Maropost Blog: Marketing Automation & Ecommerce Insights

465M transactions: scaling for BFCM surges with ease

Written by Maropost Staff | Oct 6, 2025 1:00:00 PM

This is the fifth installment of our 2025 Black Friday/Cyber Monday series.

 

Every year, Black Friday and Cyber Monday set new records—not just in sales, but in the strain they put on retailers’ systems. In 2024, Stripe processed 465 million transactions worth $31 billion over Cyber Week, all while maintaining near-perfect uptime. That’s the scale retailers must prepare for.

For mid-market retailers, the challenge isn’t just driving more demand. It’s ensuring your ecommerce, POS, and fulfillment systems can keep up without overselling, crashing, or disappointing customers.

Record-breaking traffic demands flawless performance

BFCM 2024 broke records across every market. In the United States, Cyber Monday alone generated $13.3 billion in sales. In Europe, ecommerce revenue during BFCM grew by more than 10% year over year. In Australia, November retail turnover rose nearly 1%, the strongest monthly increase of the year.

All that volume adds up to extreme traffic surges. Pages that load slowly or checkout flows that lag cost retailers millions in lost conversions.

The takeaway: downtime and slow performance aren’t minor inconveniences during BFCM—they’re deal breakers.

The hidden costs of overselling and stockouts

Peak sales create operational risks as big as any marketing challenge. Overselling happens when systems can’t update inventory in real time. Customers buy items that appear in stock, only to receive a cancellation notice later. Trust is damaged, and most shoppers don’t come back.

Stockouts are just as costly. A single out-of-stock product can send a customer to a competitor. Worse, it can trigger negative reviews that live on long after the holiday rush.

The takeaway: real-time inventory accuracy is one of the most valuable assets a retailer can have during BFCM.

Scaling lessons from global retailers

Retailers who prepared for surges saw strong results in 2024. Stripe’s 465 million processed transactions prove it’s possible to scale without breaking—if the right infrastructure is in place.

In the United States, BOPIS (buy online, pick up in store) played a major role in absorbing traffic, with more than 65% of consumers using it monthly. Globally, the BOPIS market was worth more than $100 billion in 2024 and is projected to more than double in the next decade. In Australia, BOPIS and Click Frenzy promotions drove both online and in-store activity, helping retailers spread fulfillment across multiple channels.

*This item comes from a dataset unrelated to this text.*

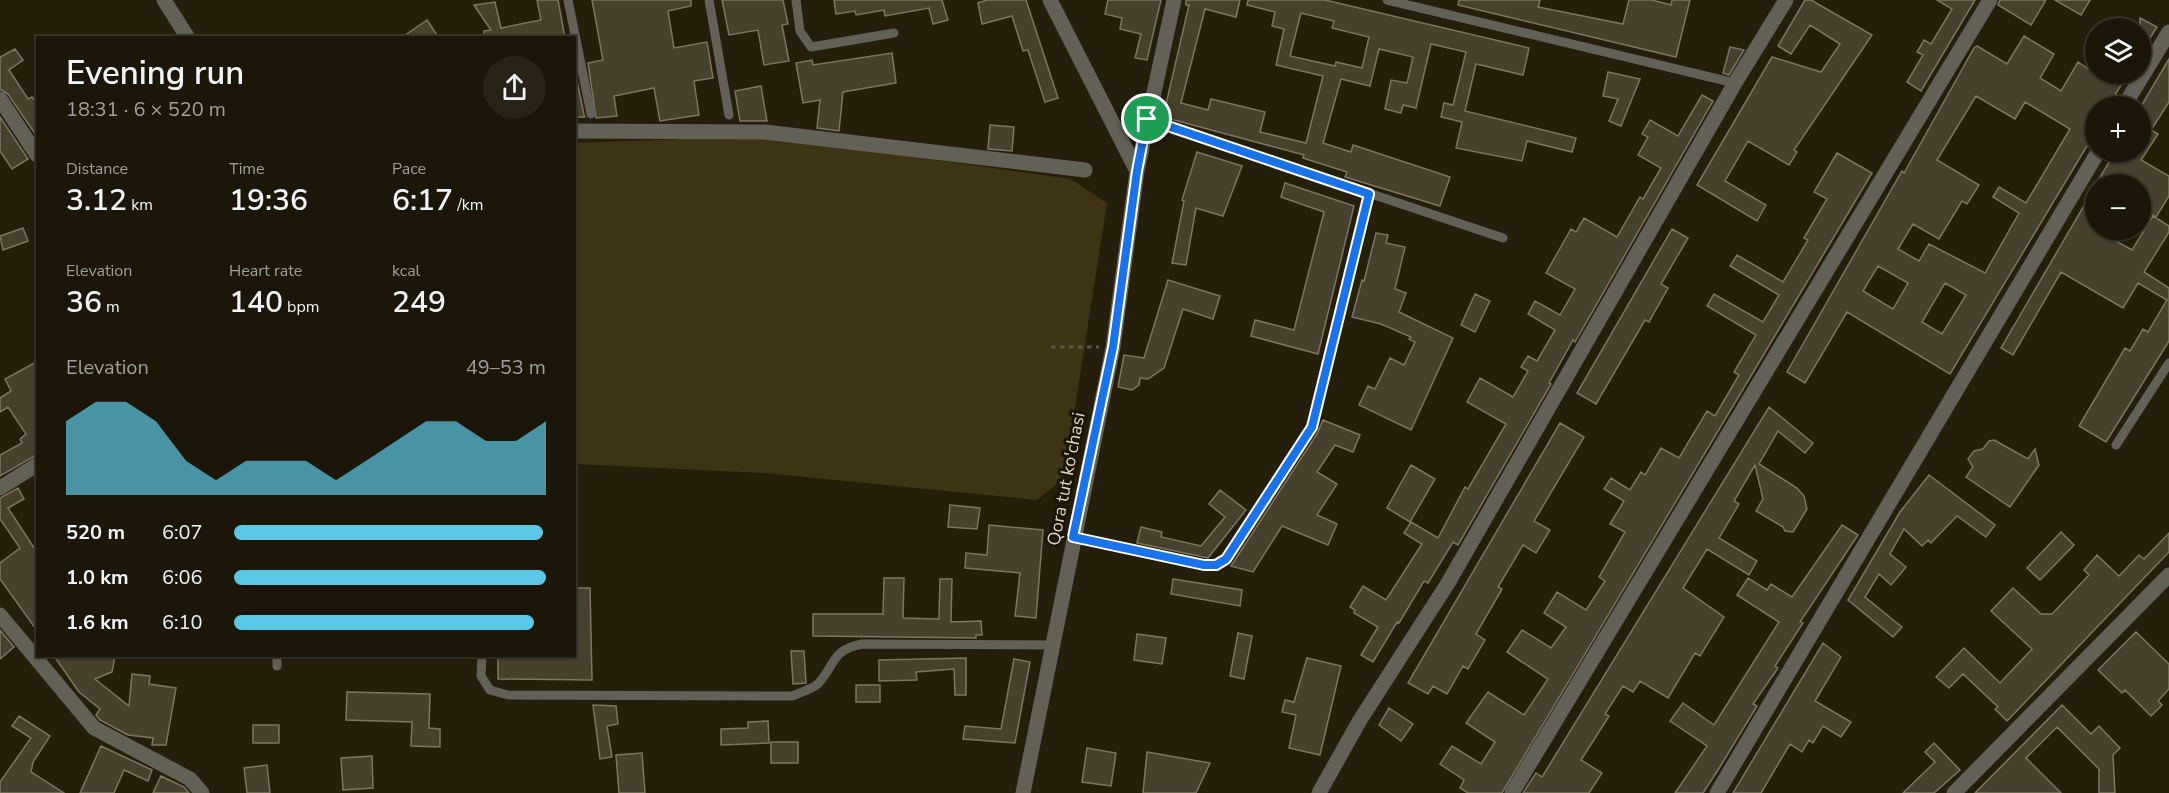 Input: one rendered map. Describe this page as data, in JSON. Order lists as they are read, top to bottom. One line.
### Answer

The takeaway: scaling isn’t just about servers and checkout pages. It’s about distributing demand across every channel.

Why mid-market retailers can’t afford to lag

Enterprise giants have teams of engineers focused on scaling infrastructure for BFCM. Mid-market retailers, on the other hand, often juggle multiple systems that don’t sync well under pressure. The risk? Slow pages, inaccurate stock counts, and fulfillment bottlenecks that erode customer trust at the worst possible moment.

But mid-market doesn’t have to mean second best. With the right tools, these retailers can offer seamless, reliable experiences that rival the largest players—without enterprise-level budgets.

The takeaway: scaling is not a luxury for mid-market retailers; it’s survival.

How Maropost helps retailers scale with confidence

Maropost gives mid-market retailers the ability to handle BFCM surges without breaking stride:

  • Centralized inventory management ensures accuracy across ecommerce and POS in real time.

  • Scalable infrastructure keeps sites running smoothly, even under peak demand.

  • Integrated order management distributes fulfillment across shipping, BOPIS, and in-store pickup.

  • Automated updates reduce the risk of overselling or canceled orders.

  • Marketing and commerce live in one system, so campaigns reflect true availability and customer demand.

With Maropost, mid-market retailers can compete at enterprise scale without enterprise complexity. Instead of fearing BFCM surges, they can embrace them—confident their systems will deliver.